**WORK TASK**. What you give back should be exactly the opening lines of the data, ending with the line that contains "const toPath = rows" and including it.

[Source records]
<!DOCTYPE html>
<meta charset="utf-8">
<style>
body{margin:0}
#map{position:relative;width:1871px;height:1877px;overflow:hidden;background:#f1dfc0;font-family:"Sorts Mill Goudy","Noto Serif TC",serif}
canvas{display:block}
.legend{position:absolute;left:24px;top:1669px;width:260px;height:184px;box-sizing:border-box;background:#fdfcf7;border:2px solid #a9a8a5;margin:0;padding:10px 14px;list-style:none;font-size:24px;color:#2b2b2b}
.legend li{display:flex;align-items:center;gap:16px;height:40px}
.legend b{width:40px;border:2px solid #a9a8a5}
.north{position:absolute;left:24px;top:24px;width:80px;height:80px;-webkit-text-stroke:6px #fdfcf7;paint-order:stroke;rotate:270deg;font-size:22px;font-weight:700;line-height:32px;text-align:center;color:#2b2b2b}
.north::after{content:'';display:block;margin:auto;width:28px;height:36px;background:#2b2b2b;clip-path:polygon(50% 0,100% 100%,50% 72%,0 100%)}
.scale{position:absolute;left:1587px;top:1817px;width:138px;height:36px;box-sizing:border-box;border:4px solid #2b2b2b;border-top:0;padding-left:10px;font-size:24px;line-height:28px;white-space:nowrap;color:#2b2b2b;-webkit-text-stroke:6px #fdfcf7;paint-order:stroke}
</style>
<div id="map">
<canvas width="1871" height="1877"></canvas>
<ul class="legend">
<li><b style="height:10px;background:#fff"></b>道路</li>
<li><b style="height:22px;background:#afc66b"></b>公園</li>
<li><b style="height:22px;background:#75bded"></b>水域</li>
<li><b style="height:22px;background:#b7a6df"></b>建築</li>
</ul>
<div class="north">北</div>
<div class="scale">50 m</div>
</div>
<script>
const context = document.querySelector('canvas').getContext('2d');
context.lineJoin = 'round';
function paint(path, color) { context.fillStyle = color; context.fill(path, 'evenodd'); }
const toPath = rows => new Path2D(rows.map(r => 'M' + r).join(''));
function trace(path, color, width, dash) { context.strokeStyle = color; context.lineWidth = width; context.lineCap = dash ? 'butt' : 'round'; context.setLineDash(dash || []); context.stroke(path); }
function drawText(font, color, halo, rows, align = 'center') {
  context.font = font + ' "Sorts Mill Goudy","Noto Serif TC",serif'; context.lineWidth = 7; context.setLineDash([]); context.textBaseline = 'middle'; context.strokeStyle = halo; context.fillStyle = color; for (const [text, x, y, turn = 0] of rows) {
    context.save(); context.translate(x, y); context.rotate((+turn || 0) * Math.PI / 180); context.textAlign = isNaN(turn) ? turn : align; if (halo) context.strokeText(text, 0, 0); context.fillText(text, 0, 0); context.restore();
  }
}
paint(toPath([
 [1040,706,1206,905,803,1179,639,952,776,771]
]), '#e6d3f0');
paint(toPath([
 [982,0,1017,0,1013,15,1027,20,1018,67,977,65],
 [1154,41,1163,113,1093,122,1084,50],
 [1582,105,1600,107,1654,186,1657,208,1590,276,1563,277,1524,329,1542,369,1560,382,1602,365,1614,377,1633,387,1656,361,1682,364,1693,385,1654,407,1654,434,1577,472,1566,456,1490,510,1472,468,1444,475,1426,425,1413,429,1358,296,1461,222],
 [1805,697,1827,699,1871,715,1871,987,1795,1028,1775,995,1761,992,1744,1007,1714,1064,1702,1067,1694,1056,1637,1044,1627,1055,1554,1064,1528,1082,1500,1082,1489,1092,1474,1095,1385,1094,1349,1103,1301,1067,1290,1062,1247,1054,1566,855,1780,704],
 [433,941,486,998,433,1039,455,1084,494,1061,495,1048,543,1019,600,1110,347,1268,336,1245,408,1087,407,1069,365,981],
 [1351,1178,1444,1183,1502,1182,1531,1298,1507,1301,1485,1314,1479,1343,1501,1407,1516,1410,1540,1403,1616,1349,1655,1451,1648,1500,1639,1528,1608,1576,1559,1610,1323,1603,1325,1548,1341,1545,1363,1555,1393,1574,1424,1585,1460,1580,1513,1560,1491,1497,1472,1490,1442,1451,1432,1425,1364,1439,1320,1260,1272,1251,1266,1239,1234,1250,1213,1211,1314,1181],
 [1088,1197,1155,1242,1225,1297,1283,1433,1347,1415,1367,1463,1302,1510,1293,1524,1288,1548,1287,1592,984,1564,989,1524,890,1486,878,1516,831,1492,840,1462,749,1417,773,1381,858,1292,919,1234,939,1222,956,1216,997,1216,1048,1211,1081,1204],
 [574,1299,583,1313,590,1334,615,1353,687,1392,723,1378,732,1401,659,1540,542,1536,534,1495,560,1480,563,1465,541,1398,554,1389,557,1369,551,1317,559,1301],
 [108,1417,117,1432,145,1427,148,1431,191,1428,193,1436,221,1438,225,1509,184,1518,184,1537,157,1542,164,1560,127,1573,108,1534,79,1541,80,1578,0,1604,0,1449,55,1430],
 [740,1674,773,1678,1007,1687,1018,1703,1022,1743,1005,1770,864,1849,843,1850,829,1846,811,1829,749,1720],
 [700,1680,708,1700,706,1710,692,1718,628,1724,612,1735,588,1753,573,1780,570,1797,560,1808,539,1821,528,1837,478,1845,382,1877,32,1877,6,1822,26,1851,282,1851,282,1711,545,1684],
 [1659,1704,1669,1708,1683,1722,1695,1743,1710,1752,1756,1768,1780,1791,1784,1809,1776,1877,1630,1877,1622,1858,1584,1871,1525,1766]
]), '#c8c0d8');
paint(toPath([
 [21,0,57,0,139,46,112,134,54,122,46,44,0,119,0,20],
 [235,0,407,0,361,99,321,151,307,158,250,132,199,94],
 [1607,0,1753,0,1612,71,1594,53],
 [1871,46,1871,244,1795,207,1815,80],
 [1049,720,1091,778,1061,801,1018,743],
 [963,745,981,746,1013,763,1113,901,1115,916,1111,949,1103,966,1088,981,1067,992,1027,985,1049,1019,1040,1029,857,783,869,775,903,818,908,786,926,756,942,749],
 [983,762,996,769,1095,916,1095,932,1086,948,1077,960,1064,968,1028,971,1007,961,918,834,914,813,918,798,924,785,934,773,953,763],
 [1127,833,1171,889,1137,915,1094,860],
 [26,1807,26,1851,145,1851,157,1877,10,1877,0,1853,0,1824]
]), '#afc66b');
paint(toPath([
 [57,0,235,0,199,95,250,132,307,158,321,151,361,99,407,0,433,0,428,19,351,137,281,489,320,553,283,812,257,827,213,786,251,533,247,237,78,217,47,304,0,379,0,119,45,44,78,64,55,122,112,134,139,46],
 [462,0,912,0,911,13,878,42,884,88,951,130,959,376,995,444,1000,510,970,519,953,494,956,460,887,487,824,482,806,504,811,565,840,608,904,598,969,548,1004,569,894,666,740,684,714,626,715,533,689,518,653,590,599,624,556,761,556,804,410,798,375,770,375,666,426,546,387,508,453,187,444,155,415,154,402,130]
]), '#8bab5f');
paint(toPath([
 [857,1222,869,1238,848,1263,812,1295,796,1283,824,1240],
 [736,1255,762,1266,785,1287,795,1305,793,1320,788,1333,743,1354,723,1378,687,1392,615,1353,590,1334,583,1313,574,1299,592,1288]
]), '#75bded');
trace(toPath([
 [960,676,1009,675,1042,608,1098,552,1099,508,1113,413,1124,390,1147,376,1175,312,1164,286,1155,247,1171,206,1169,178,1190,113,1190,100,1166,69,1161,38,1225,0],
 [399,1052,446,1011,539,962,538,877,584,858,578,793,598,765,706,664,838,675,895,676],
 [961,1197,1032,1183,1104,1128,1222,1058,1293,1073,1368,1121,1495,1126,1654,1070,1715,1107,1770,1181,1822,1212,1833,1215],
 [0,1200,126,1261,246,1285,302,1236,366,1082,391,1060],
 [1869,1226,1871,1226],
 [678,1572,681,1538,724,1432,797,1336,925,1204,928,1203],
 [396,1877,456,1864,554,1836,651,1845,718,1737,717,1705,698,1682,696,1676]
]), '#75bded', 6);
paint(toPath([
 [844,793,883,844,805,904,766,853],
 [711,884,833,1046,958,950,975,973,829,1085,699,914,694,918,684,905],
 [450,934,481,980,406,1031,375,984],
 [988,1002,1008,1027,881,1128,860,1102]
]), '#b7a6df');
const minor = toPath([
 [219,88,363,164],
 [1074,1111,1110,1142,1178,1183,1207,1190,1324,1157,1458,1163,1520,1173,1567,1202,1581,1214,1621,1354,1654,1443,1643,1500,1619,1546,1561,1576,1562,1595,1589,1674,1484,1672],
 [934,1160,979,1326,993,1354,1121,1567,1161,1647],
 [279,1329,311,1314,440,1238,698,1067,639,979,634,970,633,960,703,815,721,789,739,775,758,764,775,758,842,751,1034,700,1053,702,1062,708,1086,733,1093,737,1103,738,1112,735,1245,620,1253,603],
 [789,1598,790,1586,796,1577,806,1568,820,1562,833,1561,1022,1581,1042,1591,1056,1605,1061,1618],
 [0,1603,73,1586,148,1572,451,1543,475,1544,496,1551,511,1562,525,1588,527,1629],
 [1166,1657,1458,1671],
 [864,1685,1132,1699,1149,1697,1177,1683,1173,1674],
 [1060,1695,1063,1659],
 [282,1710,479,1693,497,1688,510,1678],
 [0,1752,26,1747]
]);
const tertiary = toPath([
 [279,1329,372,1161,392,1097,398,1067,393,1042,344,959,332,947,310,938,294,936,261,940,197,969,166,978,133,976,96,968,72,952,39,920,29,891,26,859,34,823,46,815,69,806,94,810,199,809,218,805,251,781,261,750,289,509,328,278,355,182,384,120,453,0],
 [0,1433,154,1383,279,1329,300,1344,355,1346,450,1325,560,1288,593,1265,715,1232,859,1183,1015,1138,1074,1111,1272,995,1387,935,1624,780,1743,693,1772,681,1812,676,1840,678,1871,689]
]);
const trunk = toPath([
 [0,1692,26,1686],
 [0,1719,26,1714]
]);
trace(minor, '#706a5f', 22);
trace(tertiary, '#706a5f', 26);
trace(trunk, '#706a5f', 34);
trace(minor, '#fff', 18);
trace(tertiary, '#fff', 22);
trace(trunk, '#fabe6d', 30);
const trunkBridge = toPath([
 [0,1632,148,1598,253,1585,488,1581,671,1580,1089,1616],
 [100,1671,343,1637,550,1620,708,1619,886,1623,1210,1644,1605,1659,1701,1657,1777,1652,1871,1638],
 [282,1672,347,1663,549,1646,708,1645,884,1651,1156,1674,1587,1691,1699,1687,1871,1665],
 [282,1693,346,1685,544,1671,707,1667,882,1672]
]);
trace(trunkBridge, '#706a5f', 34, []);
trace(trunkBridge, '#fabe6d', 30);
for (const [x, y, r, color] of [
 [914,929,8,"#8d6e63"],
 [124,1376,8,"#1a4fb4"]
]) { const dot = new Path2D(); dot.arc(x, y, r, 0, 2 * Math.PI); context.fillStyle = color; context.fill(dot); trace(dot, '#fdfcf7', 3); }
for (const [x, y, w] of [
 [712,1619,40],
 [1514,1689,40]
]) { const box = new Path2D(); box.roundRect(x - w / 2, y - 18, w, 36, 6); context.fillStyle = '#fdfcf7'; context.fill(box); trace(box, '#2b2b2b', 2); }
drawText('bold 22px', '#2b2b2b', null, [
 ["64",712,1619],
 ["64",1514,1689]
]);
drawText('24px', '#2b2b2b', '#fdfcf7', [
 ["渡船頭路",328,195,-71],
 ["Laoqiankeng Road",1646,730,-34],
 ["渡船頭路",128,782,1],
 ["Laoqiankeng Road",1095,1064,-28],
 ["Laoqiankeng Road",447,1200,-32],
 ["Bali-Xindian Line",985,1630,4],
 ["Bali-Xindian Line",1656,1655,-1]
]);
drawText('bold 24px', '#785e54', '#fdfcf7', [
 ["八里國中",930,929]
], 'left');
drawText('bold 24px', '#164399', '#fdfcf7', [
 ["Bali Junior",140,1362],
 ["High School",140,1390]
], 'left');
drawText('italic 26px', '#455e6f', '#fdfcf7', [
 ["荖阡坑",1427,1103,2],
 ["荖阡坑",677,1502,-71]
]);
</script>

**SOLVED PROBLEM**.
<!DOCTYPE html>
<meta charset="utf-8">
<style>
body{margin:0}
#map{position:relative;width:1871px;height:1877px;overflow:hidden;background:#f1dfc0;font-family:"Sorts Mill Goudy","Noto Serif TC",serif}
canvas{display:block}
.legend{position:absolute;left:24px;top:1669px;width:260px;height:184px;box-sizing:border-box;background:#fdfcf7;border:2px solid #a9a8a5;margin:0;padding:10px 14px;list-style:none;font-size:24px;color:#2b2b2b}
.legend li{display:flex;align-items:center;gap:16px;height:40px}
.legend b{width:40px;border:2px solid #a9a8a5}
.north{position:absolute;left:24px;top:24px;width:80px;height:80px;-webkit-text-stroke:6px #fdfcf7;paint-order:stroke;rotate:270deg;font-size:22px;font-weight:700;line-height:32px;text-align:center;color:#2b2b2b}
.north::after{content:'';display:block;margin:auto;width:28px;height:36px;background:#2b2b2b;clip-path:polygon(50% 0,100% 100%,50% 72%,0 100%)}
.scale{position:absolute;left:1587px;top:1817px;width:138px;height:36px;box-sizing:border-box;border:4px solid #2b2b2b;border-top:0;padding-left:10px;font-size:24px;line-height:28px;white-space:nowrap;color:#2b2b2b;-webkit-text-stroke:6px #fdfcf7;paint-order:stroke}
</style>
<div id="map">
<canvas width="1871" height="1877"></canvas>
<ul class="legend">
<li><b style="height:10px;background:#fff"></b>道路</li>
<li><b style="height:22px;background:#afc66b"></b>公園</li>
<li><b style="height:22px;background:#75bded"></b>水域</li>
<li><b style="height:22px;background:#b7a6df"></b>建築</li>
</ul>
<div class="north">北</div>
<div class="scale">50 m</div>
</div>
<script>
const context = document.querySelector('canvas').getContext('2d');
context.lineJoin = 'round';
function paint(path, color) { context.fillStyle = color; context.fill(path, 'evenodd'); }
const toPath = rows => new Path2D(rows.map(r => 'M' + r).join(''));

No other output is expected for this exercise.